• Exercise prompt: Write down the listing again exactly as it appears below, without its pictures.
....
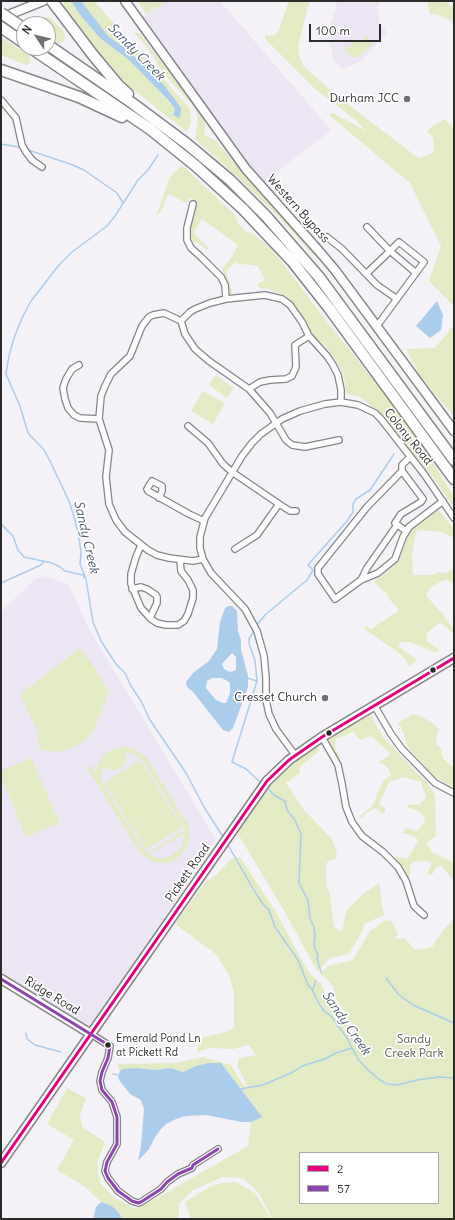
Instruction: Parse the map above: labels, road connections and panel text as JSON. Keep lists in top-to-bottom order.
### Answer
{
  "streets": {
    "street": [
      "Western Bypass",
      "Colony Road",
      "Pickett Road",
      "Ridge Road"
    ]
  },
  "crossings": [
    ["Colony Road", "Pickett Road"],
    ["Pickett Road", "Ridge Road"]
  ],
  "water": ["Sandy Creek"],
  "parks": ["Sandy Creek Park"],
  "places": ["Durham JCC", "Cresset Church", "Emerald Pond Ln at Pickett Rd"],
  "lines": ["transit line 2", "transit line 57"],
  "legend": ["2", "57"],
  "scale_bar": "100 m",
  "north": "top left"
}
....
• Solution to this task:
Instruction: Parse the map above: labels, road connections and panel text as JSON. Keep lists in top-to-bottom order.
### Answer
{
  "streets": {
    "street": [
      "Western Bypass",
      "Colony Road",
      "Pickett Road",
      "Ridge Road"
    ]
  },
  "crossings": [
    ["Colony Road", "Pickett Road"],
    ["Pickett Road", "Ridge Road"]
  ],
  "water": ["Sandy Creek"],
  "parks": ["Sandy Creek Park"],
  "places": ["Durham JCC", "Cresset Church", "Emerald Pond Ln at Pickett Rd"],
  "lines": ["transit line 2", "transit line 57"],
  "legend": ["2", "57"],
  "scale_bar": "100 m",
  "north": "top left"
}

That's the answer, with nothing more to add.